Auch die Brennweite und der Einfallswinkel des Lichts, die Bewegungsunschärfe und die Perspektive erzählen eine eigene, bislang ungehörte Geschichte. Oft haben die Fotografen ihre Bilder mehr mit ihrem Körper aufgenommen als mit ihren Augen, da sie den Apparat versteckt halten mussten, nicht durchs Visier schauen konnten. In der Unmöglichkeit zu fokussieren, gingen sie im Moment des Auslösens blinden Schrittes.

Der Ort und das Bild

Sehen und Wissen seien nicht zu trennen, erklärte Lanzmann 1985 in einem Gespräch mit den „Cahiers du Cinéma“. Nach Auschwitz zu fahren, ohne etwas über die Geschichte des Lagers zu wissen, macht ein Verstehen genauso unmöglich wie ein historisches Studium ohne die Begegnung mit dem Ort des Geschehens. Daher sei „Shoah“ ein erdnaher Film geworden, so Lanzmann, der eines Topografen oder Geografen von bis zur Unkenntlichkeit entstellten Orten. Entscheidend sei das Wort und die Stimme der Überlebenden, manchmal auch der Täter und Zuschauer, wenn sie in Beziehung zu der Landschaft treten. In „À pas aveugles“ sind Verlautbarungen zu den Bildern als Kommentare auf Schwarzbild in den Film eingewoben, den sie immer wieder lautlos punktieren. Die Schrift wird zur Spur des Gesprochenen. Während Lanzmann seinen Film zunächst nur „Der Ort und das Wort“ genannt hat und auf die Verwendung von Archivmaterial grundsätzlich verzichtete, greift Christoph Cognet seine Methode durchaus auf, auch wenn nun die Fotografien der Inhaftierten an die Stelle des lebendigen Zeugnisses treten.
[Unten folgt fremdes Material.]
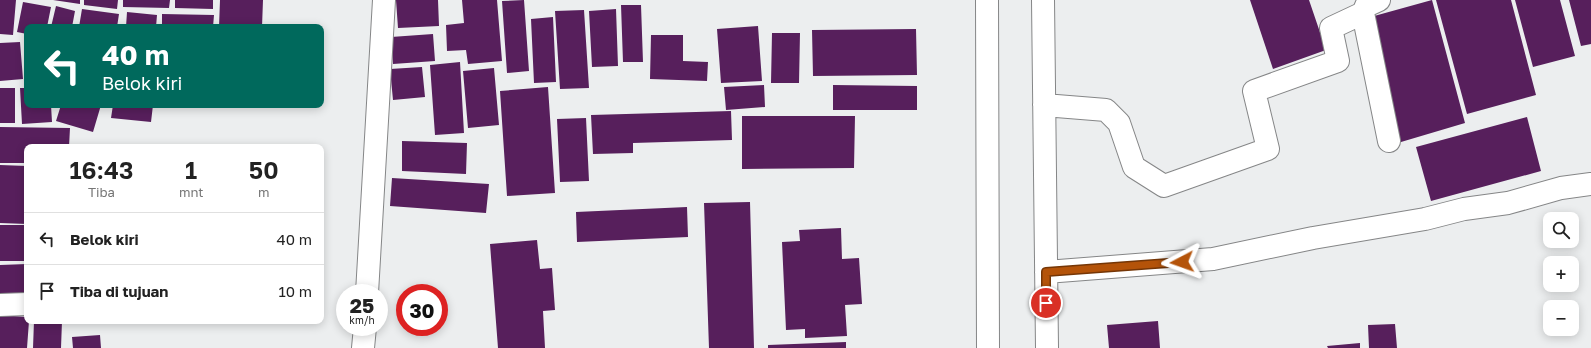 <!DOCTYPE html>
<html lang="id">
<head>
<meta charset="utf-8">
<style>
  :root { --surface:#fff; --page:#f2f2f2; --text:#222; --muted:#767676; --line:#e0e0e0 }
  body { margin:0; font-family:"Golos Text",sans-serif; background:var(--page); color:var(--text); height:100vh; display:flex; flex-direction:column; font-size:15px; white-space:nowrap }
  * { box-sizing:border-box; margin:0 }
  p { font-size:13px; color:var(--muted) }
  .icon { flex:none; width:22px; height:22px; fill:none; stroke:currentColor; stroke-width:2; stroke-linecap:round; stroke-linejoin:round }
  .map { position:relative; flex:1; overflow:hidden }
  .details { position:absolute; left:24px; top:144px; width:300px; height:180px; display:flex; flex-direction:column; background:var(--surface); border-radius:8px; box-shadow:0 2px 10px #0003 }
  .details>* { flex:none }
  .banner { position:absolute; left:24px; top:24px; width:300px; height:84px; border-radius:8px; box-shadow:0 2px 10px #0003; background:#00695c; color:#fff; overflow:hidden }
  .tools { position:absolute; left:1543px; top:212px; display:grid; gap:8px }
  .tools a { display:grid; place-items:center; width:36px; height:36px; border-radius:8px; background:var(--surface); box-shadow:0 2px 10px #0003; font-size:20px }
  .speed { position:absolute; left:336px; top:284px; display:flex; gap:8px; font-size:20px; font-weight:700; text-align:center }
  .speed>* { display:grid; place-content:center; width:52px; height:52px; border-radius:50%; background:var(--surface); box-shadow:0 2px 10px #0003; line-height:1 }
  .speed small { font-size:10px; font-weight:400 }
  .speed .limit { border:6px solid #d22; background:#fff; color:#111 }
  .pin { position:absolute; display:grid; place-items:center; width:34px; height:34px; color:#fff; margin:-17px; border:2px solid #fff; border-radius:50%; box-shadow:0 1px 4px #0007 }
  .me { position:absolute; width:44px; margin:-22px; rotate:266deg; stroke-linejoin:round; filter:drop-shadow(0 0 3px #0008) }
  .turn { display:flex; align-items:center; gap:14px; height:84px; padding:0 12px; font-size:18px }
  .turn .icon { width:52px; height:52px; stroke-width:2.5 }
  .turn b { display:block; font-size:28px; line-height:34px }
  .eta { display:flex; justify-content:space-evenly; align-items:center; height:68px; text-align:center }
  .eta b { font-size:24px; font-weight:600; line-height:28px }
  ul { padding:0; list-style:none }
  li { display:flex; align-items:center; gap:12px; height:52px; padding:0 12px; border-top:1px solid var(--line) }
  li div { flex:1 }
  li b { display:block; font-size:15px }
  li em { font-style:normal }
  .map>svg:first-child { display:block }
</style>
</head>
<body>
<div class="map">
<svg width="1591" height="348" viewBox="0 0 1591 348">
  <rect width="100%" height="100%" fill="#eceeef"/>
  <path fill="#571f5c" d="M0,0H16L13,35L0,34Z
    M53,0H80V4Z
    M84,0H118L117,9L84,5Z
    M123,0H170L169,8L123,7Z
    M175,0H213V9L175,8Z
    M220,0H263L262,27H219Z
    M396,0H438L439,26L398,28Z
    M462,0H497L502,61L468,64L466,50L447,51L446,25L464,23Z
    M524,0L529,71L507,73L502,1Z
    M1250,0H1309L1326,50L1273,69Z
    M1432,0L1465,123L1401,142L1367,18Z
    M1436,0H1511L1536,95L1467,114Z
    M1515,0H1560L1575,56L1533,67Z
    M1569,0H1591V44L1581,46Z
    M23,2L51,7L47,27H27V34L17,32Z
    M621,5H641L643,62H623Z
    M56,6L75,11L72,27H51Z
    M82,9L119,14L117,27H79Z
    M616,9L618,66L592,67L589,11Z
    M584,10L589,88L560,89L555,11Z
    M127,12L157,15L156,27H126Z
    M162,14L214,15L213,27H162Z
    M553,17L556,82L534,83L531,19Z
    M758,26L762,81L721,83L717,29Z
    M916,29L917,75L813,76L812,30Z
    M772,33H800L799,83H771Z
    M433,34L435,61L393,64L391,37Z
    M651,35H683V61L708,62L707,81L650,79Z
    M20,42L23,79L0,81V43Z
    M25,43H27V76H26Z
    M460,62L464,133L435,135L430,65Z
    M422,67L425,97L393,100L390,69Z
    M494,68L499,125L468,128L463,71Z
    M764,85L765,107L726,110L724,87Z
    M833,85L917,86V110H833Z
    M548,87L555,193L507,196L500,91Z
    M0,88H15V123H0Z
    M20,88H27V105H51L52,122L22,124Z
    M61,105H101L93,132L56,121Z
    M113,105H153L151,122L111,118Z
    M731,111L732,140L633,143V153L593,154L591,115Z
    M742,116H855L854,168L742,169Z
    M1527,117L1541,171L1431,201L1416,147Z
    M586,118L589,181L560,182L557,119Z
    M0,127L70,128L69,147H27V163H0Z
    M402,141L467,143L466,174L402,171Z
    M0,165L27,166V224L0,223Z
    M392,178L489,184L486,213L390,206Z
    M750,202L754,348H709L704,203Z
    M687,207L688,237L577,242L576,212Z
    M0,225H27V261H0Z
    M841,228L842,259L859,258L862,304L845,305L847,336L805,338V329L786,330L782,242L800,241L799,230Z
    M537,240L540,269L552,268L555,310L543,311L545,348H498L490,244Z
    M27,264V299L0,300V265Z
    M0,315L27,317V321H29L27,348H0Z
    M34,321H62L61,348H33Z
    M1158,321L1160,348H1109L1107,325Z
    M1395,324L1397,348H1369L1368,325Z
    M100,335L101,348H73L72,337Z
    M846,342V348H768V345Z
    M1360,343V348H1328L1327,346Z"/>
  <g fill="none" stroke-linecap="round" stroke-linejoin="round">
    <g stroke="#858687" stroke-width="24">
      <path id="minor" d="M987,0L988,348
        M1043,0L1047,348
        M1379,0L1366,6L1363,13L1389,141
        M1044,105L1106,110L1119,123L1134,167L1164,186L1268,149L1254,91L1338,61L1331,28L1363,13
        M1046,272L1213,259L1313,238L1425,219L1464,209L1508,203L1561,188L1591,184
        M367,293L384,0
        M0,305L27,304
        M363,348L365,327"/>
    </g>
    <use href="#minor" stroke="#fff" stroke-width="22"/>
  </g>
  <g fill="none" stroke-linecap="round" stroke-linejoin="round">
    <g stroke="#753606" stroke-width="10">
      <path id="route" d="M1046,303V272L1182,262"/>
    </g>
    <use href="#route" stroke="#b45309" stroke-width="7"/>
  </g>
</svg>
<div class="tools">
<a><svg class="icon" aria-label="search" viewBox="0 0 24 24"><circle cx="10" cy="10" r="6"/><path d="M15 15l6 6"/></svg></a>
<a>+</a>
<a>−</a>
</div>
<div class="speed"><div>25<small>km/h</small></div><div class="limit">30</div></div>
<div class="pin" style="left:1046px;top:303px;background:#d93025"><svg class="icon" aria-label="arrive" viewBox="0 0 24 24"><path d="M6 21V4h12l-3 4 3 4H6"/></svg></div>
<svg class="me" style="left:1182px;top:262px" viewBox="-20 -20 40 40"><path d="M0-17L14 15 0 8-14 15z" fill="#b45309" stroke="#fff" stroke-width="4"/></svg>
<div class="banner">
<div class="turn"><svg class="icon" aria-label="left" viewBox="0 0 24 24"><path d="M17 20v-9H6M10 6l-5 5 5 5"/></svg><div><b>40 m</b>Belok kiri</div></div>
</div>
<section class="details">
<div class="eta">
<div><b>16:43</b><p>Tiba</p></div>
<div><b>1</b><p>mnt</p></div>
<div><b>50</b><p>m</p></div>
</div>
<ul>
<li><svg class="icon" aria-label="left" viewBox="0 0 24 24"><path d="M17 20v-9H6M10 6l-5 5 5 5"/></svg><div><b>Belok kiri</b></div><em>40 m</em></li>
<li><svg class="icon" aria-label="arrive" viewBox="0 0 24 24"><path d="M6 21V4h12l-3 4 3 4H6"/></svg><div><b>Tiba di tujuan</b></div><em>10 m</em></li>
</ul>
</section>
</div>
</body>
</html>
Diese Aufnahmen sind gerade keine „Bilder ohne Vorstellungsvermögen“, wie Lanzmann in Bezug auf andere Archivaufnahmen sagte. Sie können ihre Kraft entfalten, wenn sie an den Ort des Geschehens zurückkehren und in eine wortlose Konstellation zu ihm eintreten, die in der Sprache des Films vernehmbar wird. Ihre Präsenz in Gegenwart von Vogelgesang, Blättern im Wind und Schritten im Kiesbett, von entferntem Fluglärm oder dem sanften Rauschen des Regens schafft eine schmerzhafte Gleichzeitigkeit.
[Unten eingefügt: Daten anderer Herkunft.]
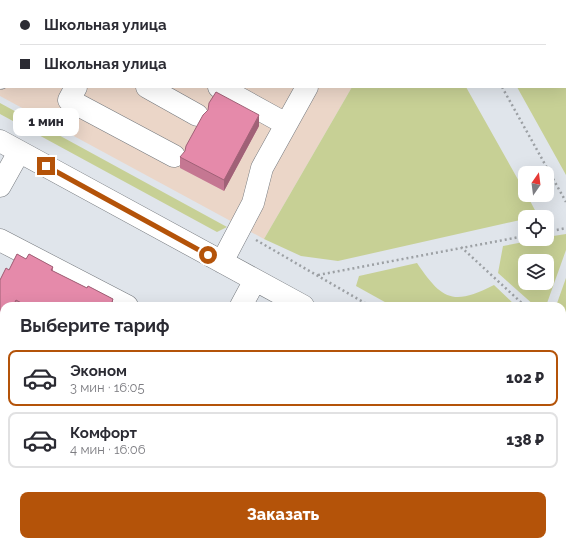 <!DOCTYPE html>
<html lang="ru">
<head>
<meta charset="utf-8">
<style>
  :root { --surface:#fff; --page:#f7f7f7; --text:#2b2b33; --muted:#7c7c81; --line:#e1e1e2; --accent:#b45309 }
  body { margin:0; font-family:Raleway,sans-serif; background:var(--page); color:var(--text); height:100vh; display:flex; flex-direction:column; font-size:15px; white-space:nowrap }
  * { box-sizing:border-box; margin:0 }
  p { font-size:13px; color:var(--muted) }
  .icon { flex:none; width:22px; height:22px; fill:none; stroke:currentColor; stroke-width:2; stroke-linecap:round; stroke-linejoin:round }
  .map { position:relative; flex:1; overflow:hidden }
  .side { position:absolute; left:0px; top:302px; width:566px; height:244px; display:flex; flex-direction:column; background:var(--surface); border-radius:12px 12px 0 0; box-shadow:0 4px 16px #0002 }
  .side>* { flex:none }
  .hud { position:absolute; left:0px; top:0px; width:566px; height:88px; box-shadow:0 4px 16px #0002; display:grid; align-content:center; height:88px; padding:0 20px; background:var(--surface) }
  .needle { width:26px; rotate:14deg }
  .controls { position:absolute; left:518px; top:166px; display:grid; gap:8px }
  .controls a { display:grid; place-items:center; width:36px; height:36px; border-radius:8px; background:var(--surface); box-shadow:0 4px 16px #0002; font-size:20px }
  .end { position:absolute; width:18px; height:18px; margin:-9px; border:5px solid #b45309; background:#fff; box-shadow:0 0 0 2px #fff }
  .from { border-radius:50% }
  .bubble { position:absolute; height:28px; border-radius:8px; background:var(--surface); box-shadow:0 4px 16px #0002; font-size:13px; font-weight:800; line-height:28px; text-align:center }
  .hud b { display:flex; align-items:center; gap:14px; height:38px; font-size:15px }
  .hud b+b { border-top:1px solid var(--line) }
  .hud i { width:10px; height:10px; background:var(--text) }
  ul { padding:0; list-style:none }
  li { display:flex; align-items:center; gap:12px; height:56px; margin:0 8px 6px; padding:0 12px; border:2px solid var(--line); border-radius:8px }
  li div { flex:1 }
  li b { display:block; font-size:15px }
  li em { font-style:normal; font-weight:800 }
  li.selected { border-color:var(--accent) }
  li>.icon { width:36px; height:36px; stroke-width:1.5 }
  h2 { padding:0 20px; font-size:18px; line-height:48px }
  .cta { display:flex; gap:8px; margin-top:auto; padding:8px 20px }
  .cta a { flex:1; height:46px; border-radius:8px; background:var(--accent); color:#fff; font-size:16px; font-weight:800; line-height:46px; text-align:center }
  .map>svg:first-child { display:block }
</style>
</head>
<body>
<div class="map">
<svg width="566" height="546" viewBox="0 0 566 546">
  <rect width="100%" height="100%" fill="#e0e5eb"/>
  <path fill="#ebd6c8" d="M0 0H402L1 1V87H352L264 239 0 96Z"/>
  <path fill="#c7d095" fill-rule="evenodd" d="M565 42 566 44V175L517 87H565Z
    M352 87H466L525 192V195H527L538 216 525 217V219L338 261 301 256 264 239Z
    M0 103 227 227 217 232 0 114Z
    M566 234V250L546 306H535L498 273 503 246 539 239H547V237ZM525 261H547V283H525Z
    M417 263C442 300 453 306 494 285L516 306H392L356 286 359 276Z
    M566 278V319H562V306H556Z
    M562 332 566 333V414L562 413Z"/>
  <g fill="none" stroke-linecap="round" stroke-linejoin="round">
    <defs>
      <path id="minor" d="M106 0V1
        M41 1V0
        M353 1V0
        M0 78 1 77
        M76 87 69 100 174 156
        M147 87 197 115
        M219 87 286 124
        M0 141 303 306
        M0 186 19 152
        M0 240 127 306
        M222 262 253 203 262 168 307 87
        M241 306 255 280
        M0 411 4 404
        M562 510 566 503
        M277 542 284 546
        M317 546 320 542
        M542 546 545 542"/>
      <path id="major" d="M565 13 566 15
        M562 463 566 456
        M516 546 518 542"/>
    </defs>
    <use href="#minor" stroke="#74787d" stroke-width="23"/>
    <use href="#major" stroke="#74787d" stroke-width="23"/>
    <path stroke="#9ca0a4" stroke-width="2.5" stroke-dasharray="2 3" stroke-linecap="butt" d="M454 0V1
      M502 87 566 202
      M547 232 566 228
      M256 240 370 306
      M461 247 525 306
      M318 275 525 236
      M562 328H566
      M562 379 566 376"/>
    <use href="#minor" stroke="#fff" stroke-width="22"/>
    <use href="#major" stroke="#fff" stroke-width="22"/>
  </g>
  <path fill="#c57792" d="M259 126 224 191 180 168V157Z
    M17 254 26 259 29 254 53 267V271L87 288 88 286 113 299V303L119 306H4V343L0 351V280L6 268 9 270Z
    M4 542H106V543L112 546H0Z
    M353 542H409L406 546H351Z"/>
  <path fill="#a06177" d="M259 115V126L224 191V180Z
    M16 300V306H13Z
    M4 323V343L0 351V330Z
    M392 542H399V546H390Z
    M403 542H409L406 546H403Z"/>
  <path fill="#e58aaa" stroke="#a06177" d="M139 0H321V1H138Z
    M216 92 259 115 224 180 180 157 185 151 186 146 203 115 208 110 209 103Z
    M17 254 26 259 29 254 53 267 51 270 87 288 88 286 113 299 112 302 119 306H34L29 303 27 306 16 300 13 306H4V323L0 330V280L6 268 9 270Z
    M0 495 4 497V542H105L112 546H32L26 543 24 546H0Z
    M143 542H182L189 546H141Z
    M353 542H392L390 546H351Z"/>
  <g fill="none" stroke-linecap="round" stroke-linejoin="round">
    <path stroke="#b45309" stroke-width="5" d="M46 166 208 255"/>
  </g>
</svg>
<div class="controls">
<a><svg class="needle" viewBox="-14 -14 28 28"><path d="M0-13l5 13h-10z" fill="#e53935"/><path d="M0 13l5-13h-10z" fill="#7c7c81"/></svg></a>
<a><svg class="icon" aria-label="locate" viewBox="0 0 24 24"><circle cx="12" cy="12" r="6"/><path d="M12 2v4M12 18v4M2 12h4M18 12h4"/></svg></a>
<a><svg class="icon" aria-label="layers" viewBox="0 0 24 24"><path d="M12 4l9 5-9 5-9-5zM3 14l9 5 9-5"/></svg></a>
</div>
<i class="end from" style="left:208px;top:255px"></i>
<i class="end" style="left:46px;top:166px"></i>
<div class="bubble" style="left:13px;top:108px;width:66px">1 мин</div>
<div class="hud">
<b><i class="from"></i>Школьная улица</b>
<b><i></i>Школьная улица</b>
</div>
<section class="side">
<h2>Выберите тариф</h2>
<ul>
<li class="selected"><svg class="icon" aria-label="car" viewBox="0 0 24 24"><path d="M5 17H2v-5l4-1 3-4h7l3 4 3 1v5h-3M9 17h6M6 11h13"/><circle cx="7" cy="17" r="2"/><circle cx="17" cy="17" r="2"/></svg><div><b>Эконом</b><p>3 мин · 16:05</p></div><em>102 ₽</em></li>
<li><svg class="icon" aria-label="car" viewBox="0 0 24 24"><path d="M5 17H2v-5l4-1 3-4h7l3 4 3 1v5h-3M9 17h6M6 11h13"/><circle cx="7" cy="17" r="2"/><circle cx="17" cy="17" r="2"/></svg><div><b>Комфорт</b><p>4 мин · 16:06</p></div><em>138 ₽</em></li>
</ul>
<div class="cta"><a>Заказать</a></div>
</section>
</div>
</body>
</html>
Die Ökologien des Alltags, die uns im Leben halten, trösten und stabilisieren, treffen auf die Gewalt von Menschen, die anderen systematisch den Tod gebracht haben. Die langen Schatten der Sommersonne auf den Bildern vor dem Krematorium V begreifen wir auf einmal nicht mehr als ferne historische Katastrophe, sondern als grausamen Teil einer andauernden Wirklichkeit.